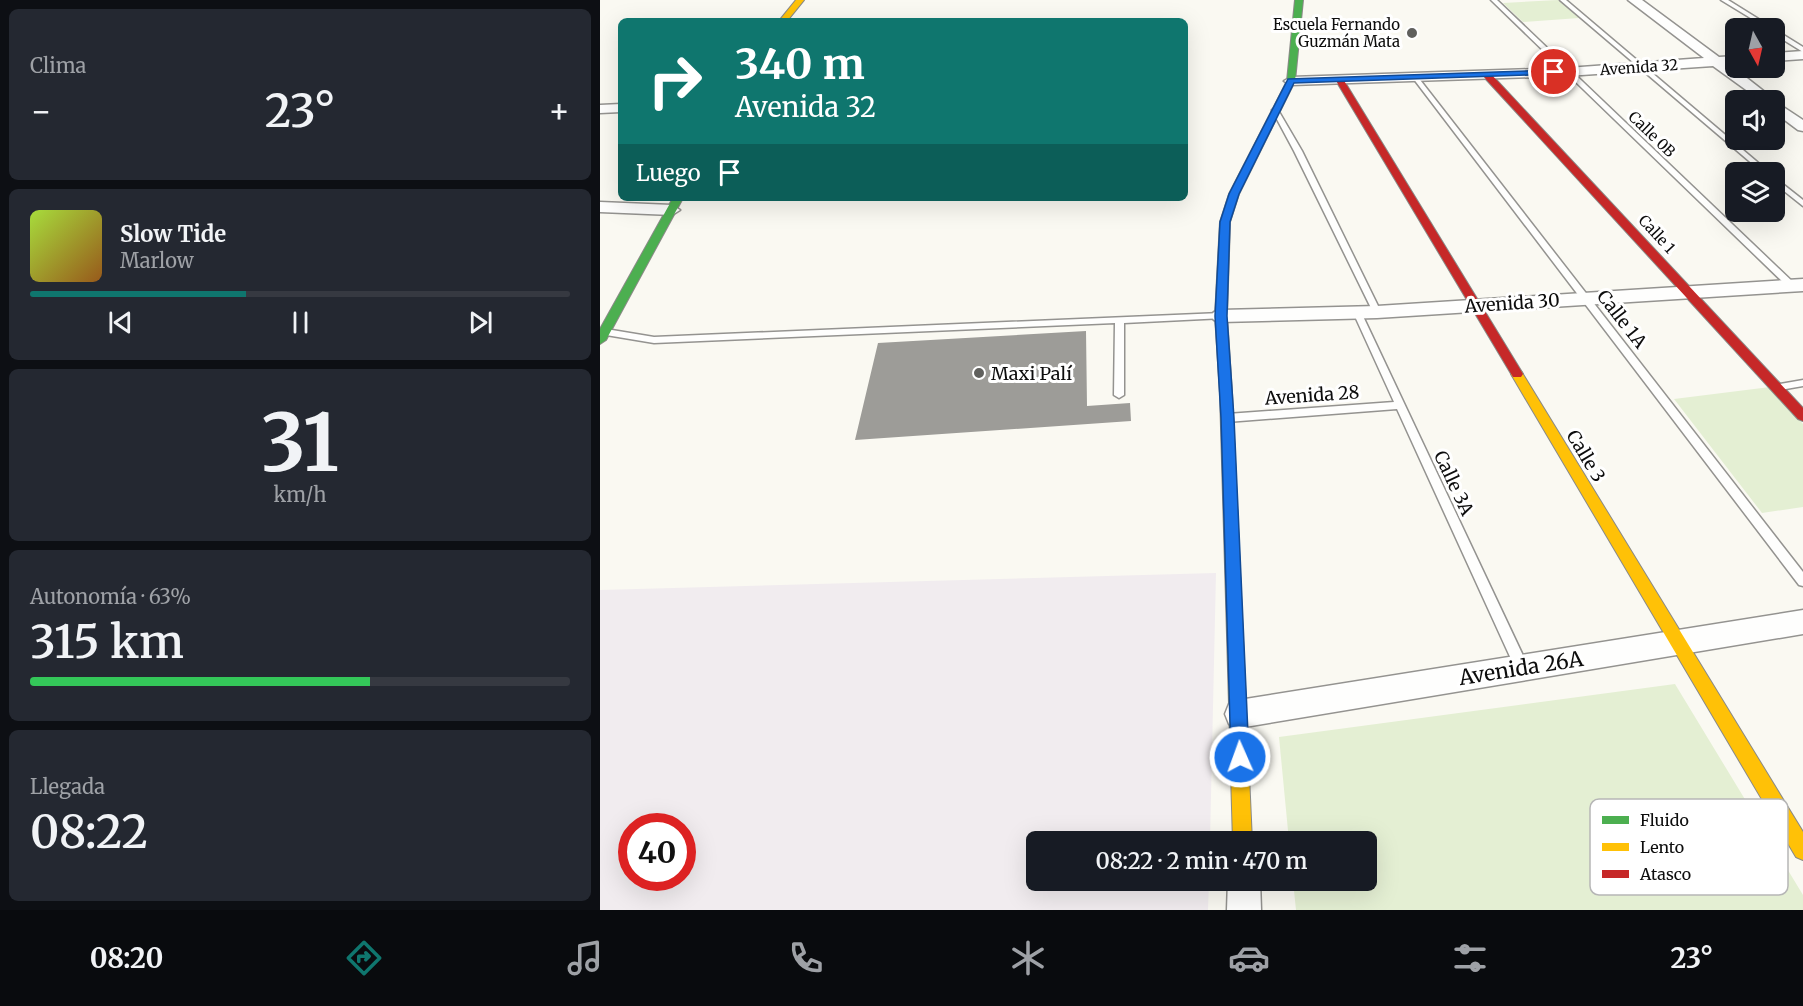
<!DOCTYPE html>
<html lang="es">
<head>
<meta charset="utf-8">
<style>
  body { margin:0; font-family:Merriweather,serif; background:#242831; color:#f1f3f6; height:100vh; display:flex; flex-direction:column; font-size:22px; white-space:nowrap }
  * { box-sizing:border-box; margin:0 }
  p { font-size:20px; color:#9ea1a6 }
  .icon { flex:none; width:33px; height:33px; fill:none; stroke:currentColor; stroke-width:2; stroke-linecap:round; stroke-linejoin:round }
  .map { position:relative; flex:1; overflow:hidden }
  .drawer { display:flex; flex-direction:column; gap:9px; padding:9px; background:#0d0f14; width:600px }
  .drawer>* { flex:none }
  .banner { position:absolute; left:18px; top:18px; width:570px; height:183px; border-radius:9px; box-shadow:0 6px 24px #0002; background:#0f766e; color:#fff; overflow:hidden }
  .needle { width:39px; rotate:172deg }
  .buttons { position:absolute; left:1125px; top:18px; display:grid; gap:12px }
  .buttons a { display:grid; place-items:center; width:60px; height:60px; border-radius:9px; background:#171b24; box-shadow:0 6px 24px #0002; font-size:30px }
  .speed { position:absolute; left:18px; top:813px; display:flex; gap:12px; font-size:30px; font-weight:700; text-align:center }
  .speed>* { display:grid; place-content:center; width:78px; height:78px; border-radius:50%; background:#171b24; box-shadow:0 6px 24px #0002; line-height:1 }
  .speed .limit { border:9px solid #d22; background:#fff; color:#111 }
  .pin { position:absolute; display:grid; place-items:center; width:51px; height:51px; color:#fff; margin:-26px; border:3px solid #fff; border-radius:50%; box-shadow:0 2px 6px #0007 }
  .me { position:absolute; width:66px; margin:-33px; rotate:358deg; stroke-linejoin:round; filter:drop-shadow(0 0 4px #0008) }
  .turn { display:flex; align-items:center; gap:21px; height:126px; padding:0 18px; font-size:27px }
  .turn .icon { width:78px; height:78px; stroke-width:2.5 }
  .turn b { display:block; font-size:42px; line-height:51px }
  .then { display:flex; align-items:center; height:57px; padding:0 18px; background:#0003; gap:12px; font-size:22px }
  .big { font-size:45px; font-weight:600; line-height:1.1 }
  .drawer .card { flex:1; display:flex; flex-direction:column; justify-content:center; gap:9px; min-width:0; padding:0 21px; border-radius:9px; background:#242831 }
  .drawer .dial { align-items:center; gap:0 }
  .dial b { font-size:78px; line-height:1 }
  .song { display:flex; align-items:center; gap:18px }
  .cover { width:72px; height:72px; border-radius:9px; background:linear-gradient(135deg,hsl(80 70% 55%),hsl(30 70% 35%)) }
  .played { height:6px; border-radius:3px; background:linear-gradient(90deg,#0f766e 40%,#363941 40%) }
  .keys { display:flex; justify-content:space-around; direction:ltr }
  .heat { display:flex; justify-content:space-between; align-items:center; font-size:33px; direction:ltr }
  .charge { height:9px; border-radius:4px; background:linear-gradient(90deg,#34c759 63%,#363941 0) }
  .trip { position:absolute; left:426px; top:831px; width:351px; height:60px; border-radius:9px; background:#171b24; box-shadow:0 6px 24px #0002; font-weight:600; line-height:60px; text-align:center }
  .tab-bar { display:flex; height:96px; justify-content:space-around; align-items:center; background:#090b0e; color:#9ea1a6 }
  .tab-bar .icon { width:42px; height:42px }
  .tab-bar .on { color:#0f766e }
  .tab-bar b { font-size:27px; color:#f1f3f6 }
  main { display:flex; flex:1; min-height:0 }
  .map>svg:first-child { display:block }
  .industrial { fill:#f1ecef; fill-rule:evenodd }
  .green { fill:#e4efd3 }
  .building { fill:#9d9c98 }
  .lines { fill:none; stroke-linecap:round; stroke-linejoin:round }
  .lane-casing { stroke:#949390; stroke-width:3 }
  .street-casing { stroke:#949390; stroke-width:3 }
  .fast-casing { stroke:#8a8a87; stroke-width:2 }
  .slow-casing { stroke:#8a8a87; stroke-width:2 }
  .jam-casing { stroke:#8a8a87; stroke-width:2 }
  .lane { fill:#fefefd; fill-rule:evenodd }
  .street { fill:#fefefd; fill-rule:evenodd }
  .fast { fill:#4caf50; fill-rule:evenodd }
  .slow { fill:#ffc107; fill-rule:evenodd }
  .jam { fill:#c62828; fill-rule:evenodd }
  .route { fill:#1a73e8; stroke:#114b97; stroke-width:1.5 }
  .poi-dot { fill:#60605d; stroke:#fff; stroke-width:2 }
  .labels { text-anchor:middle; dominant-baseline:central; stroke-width:6; stroke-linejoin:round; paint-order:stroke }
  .far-poi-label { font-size:15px; fill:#0d0d0d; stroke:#fff; text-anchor:end }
  .far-street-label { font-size:15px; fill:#0d0d0d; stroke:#fff }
  .street-label { font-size:18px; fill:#0d0d0d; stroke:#fff }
  .poi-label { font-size:18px; fill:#0d0d0d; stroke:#fff; text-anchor:start }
  .near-street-label { font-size:21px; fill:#0d0d0d; stroke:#fff }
  .key { fill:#fff; stroke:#b6b6b6; stroke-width:1.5 }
  .key-label { font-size:16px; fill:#0d0d0d }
</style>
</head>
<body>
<main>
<section class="drawer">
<div class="card"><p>Clima</p>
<div class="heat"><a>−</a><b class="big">23°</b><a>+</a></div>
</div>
<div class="card">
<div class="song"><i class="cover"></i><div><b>Slow Tide</b><p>Marlow</p></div></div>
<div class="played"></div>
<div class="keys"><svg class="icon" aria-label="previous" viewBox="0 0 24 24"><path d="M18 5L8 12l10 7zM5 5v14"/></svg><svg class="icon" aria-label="pause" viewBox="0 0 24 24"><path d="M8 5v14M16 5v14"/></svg><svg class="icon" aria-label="next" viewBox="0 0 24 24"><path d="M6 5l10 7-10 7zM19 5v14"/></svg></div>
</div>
<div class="card dial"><b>31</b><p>km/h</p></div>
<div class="card"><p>Autonomía · 63%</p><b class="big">315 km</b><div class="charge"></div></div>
<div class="card"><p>Llegada</p><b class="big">08:22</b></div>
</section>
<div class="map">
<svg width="1203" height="910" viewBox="0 0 1203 910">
  <rect width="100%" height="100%" fill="#faf9f2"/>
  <path class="industrial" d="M616,573L610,841L436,842V880L609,881L608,910H0V590ZM32,826H82V878H32Z"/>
  <path class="green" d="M958,0L979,18L923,22L903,3Z
    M1170,387L1203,424V507L1162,513L1074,399Z
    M1075,684L1203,895V910H696L693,881L766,880V842L689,841L679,737Z"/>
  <path class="building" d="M486,331L487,406L530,403L531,421L255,440L278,343Z"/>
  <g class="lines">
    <g class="lane-casing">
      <path id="lane" d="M891,0H897L1195,284V288H1189Z
        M960,0H966L1169,172H1162Z
        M1121,0H1128L1173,28H1167Z
        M1174,29L1203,47V52L1174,34Z
        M813,76H817L1203,572V586L1199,585L813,78Z
        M675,108L678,110L702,151L781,312L780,314H774L773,312L694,151L672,110Z
        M1174,177L1203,200V206L1174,183Z
        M757,309L761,312L927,664L928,668L927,672L922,674L917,672L797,409L627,422L622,418L627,414L794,402L753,312Z
        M621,313L625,316L624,318L524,323V395L519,398L514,395L515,323L54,343L6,335L1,332L6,329L54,337Z
        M1203,380V386L1180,390L1175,387L1180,384Z"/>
    </g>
    <g class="street-casing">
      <path id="street" d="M1028,0H1042L1119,57L1136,56V64H1129L1175,100H1160L1113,66L967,76L691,85L684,81L691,77L967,68L1104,58Z
        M1203,51V59L1174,61V53Z
        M1174,101L1203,120V131L1198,130L1174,112Z
        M21,104V112L0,113V105Z
        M0,202L72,205L80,210L72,215L0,212Z
        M1203,279V291L777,318L621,322L614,320L611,316L614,312L621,310L777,306Z
        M1203,610V634L639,728L629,724L625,714L629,704L639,700Z
        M628,880H660L661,910H627Z"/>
    </g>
    <g class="fast-casing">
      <path id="fast" d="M695,0H703L695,81L639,194L630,222L627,316L632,393L626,397L620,393L615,316L620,222L629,194L687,81Z
        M73,198H83L6,340L0,344V329Z"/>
    </g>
    <g class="slow-casing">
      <path id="slow" d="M196,0H204L187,21H179Z
        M917,370L921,371L1203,832V860L1196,857L911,374Z
        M626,389L632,393L652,842H633L620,393Z"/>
    </g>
    <g class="jam-casing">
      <path id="jam" d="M883,72H889L1203,408V421L1198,419L883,76Z
        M736,77L743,79L923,374L921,377H913L735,79Z"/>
    </g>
    <use href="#lane" class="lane"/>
    <use href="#street" class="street"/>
    <use href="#fast" class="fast"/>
    <use href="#slow" class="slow"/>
    <use href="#jam" class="jam"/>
  </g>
  <path class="route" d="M954,70H957V74L694,83L639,194L630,222L627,316L634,418L649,757L647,763L640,766L634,763L631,757L621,418L615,316L620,222L629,194L688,79Z"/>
  <g class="poi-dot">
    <circle cx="812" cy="33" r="6"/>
    <circle cx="379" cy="373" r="6"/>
  </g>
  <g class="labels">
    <g class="far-poi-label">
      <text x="800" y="24">Escuela Fernando<tspan x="800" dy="17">Guzmán Mata</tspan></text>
    </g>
    <g class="far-street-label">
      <text transform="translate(1039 67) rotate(-4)">Avenida 32</text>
      <text transform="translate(1052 134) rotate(44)">Calle 0B</text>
      <text transform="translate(1057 234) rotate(47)">Calle 1</text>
    </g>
    <g class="street-label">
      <text transform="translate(912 303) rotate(-4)">Avenida 30</text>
      <text transform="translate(1022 319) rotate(52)">Calle 1A</text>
      <text transform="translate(712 395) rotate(-4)">Avenida 28</text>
      <text transform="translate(986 456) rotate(59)">Calle 3</text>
      <text transform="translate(854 483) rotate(65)">Calle 3A</text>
    </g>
    <g class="poi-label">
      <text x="391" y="373">Maxi Palí</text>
    </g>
    <g class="near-street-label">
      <text transform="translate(921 668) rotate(-9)">Avenida 26A</text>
    </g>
  </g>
  <rect x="990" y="799" width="198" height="96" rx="9" class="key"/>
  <rect x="1002" y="816" width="27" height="8" fill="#4caf50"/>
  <rect x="1002" y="843" width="27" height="8" fill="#ffc107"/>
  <rect x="1002" y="870" width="27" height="8" fill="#c62828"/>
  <g class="key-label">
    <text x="1040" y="826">Fluido</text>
    <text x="1040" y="853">Lento</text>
    <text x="1040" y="880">Atasco</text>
  </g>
</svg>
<div class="buttons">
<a><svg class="needle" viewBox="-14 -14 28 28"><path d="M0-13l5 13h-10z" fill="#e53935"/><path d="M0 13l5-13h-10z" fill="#9ea1a6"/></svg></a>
<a><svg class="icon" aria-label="sound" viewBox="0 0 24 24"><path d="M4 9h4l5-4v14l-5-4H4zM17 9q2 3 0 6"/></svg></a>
<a><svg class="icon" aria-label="layers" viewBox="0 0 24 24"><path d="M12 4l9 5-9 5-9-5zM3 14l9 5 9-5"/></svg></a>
</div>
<div class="speed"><div class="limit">40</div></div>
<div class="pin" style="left:954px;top:72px;background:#d93025"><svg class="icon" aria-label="arrive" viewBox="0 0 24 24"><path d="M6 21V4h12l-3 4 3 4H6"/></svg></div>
<svg class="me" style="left:640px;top:757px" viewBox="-20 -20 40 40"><circle r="17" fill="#1a73e8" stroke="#fff" stroke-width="3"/><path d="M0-11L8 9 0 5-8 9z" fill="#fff"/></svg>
<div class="trip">08:22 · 2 min · 470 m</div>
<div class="banner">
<div class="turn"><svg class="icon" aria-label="right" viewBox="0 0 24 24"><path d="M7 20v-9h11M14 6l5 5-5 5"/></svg><div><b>340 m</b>Avenida 32</div></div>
<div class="then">Luego<svg class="icon" aria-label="arrive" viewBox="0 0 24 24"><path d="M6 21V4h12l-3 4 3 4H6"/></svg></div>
</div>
</div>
</main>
<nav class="tab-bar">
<b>08:20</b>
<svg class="icon on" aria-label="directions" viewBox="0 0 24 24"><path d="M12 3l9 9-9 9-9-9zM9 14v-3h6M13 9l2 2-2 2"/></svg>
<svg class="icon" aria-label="music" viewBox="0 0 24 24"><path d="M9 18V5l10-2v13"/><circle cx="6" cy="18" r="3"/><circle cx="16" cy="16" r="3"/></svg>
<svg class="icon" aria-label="phone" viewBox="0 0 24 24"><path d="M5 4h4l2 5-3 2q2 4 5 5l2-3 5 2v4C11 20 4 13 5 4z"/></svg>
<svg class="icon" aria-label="climate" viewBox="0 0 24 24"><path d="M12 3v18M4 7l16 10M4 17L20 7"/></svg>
<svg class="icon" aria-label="car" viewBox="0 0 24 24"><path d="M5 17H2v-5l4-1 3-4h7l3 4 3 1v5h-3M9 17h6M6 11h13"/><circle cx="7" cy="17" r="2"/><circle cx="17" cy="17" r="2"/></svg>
<svg class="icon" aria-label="filters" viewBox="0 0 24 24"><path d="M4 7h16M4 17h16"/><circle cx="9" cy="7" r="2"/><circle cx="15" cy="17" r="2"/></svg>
<b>23°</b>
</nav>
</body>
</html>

========

About this exercise
Every line of the material that includes the word "speed" needs to be copied.

Reply
  .speed { position:absolute; left:18px; top:813px; display:flex; gap:12px; font-size:30px; font-weight:700; text-align:center }
  .speed>* { display:grid; place-content:center; width:78px; height:78px; border-radius:50%; background:#171b24; box-shadow:0 6px 24px #0002; line-height:1 }
  .speed .limit { border:9px solid #d22; background:#fff; color:#111 }
<div class="speed"><div class="limit">40</div></div>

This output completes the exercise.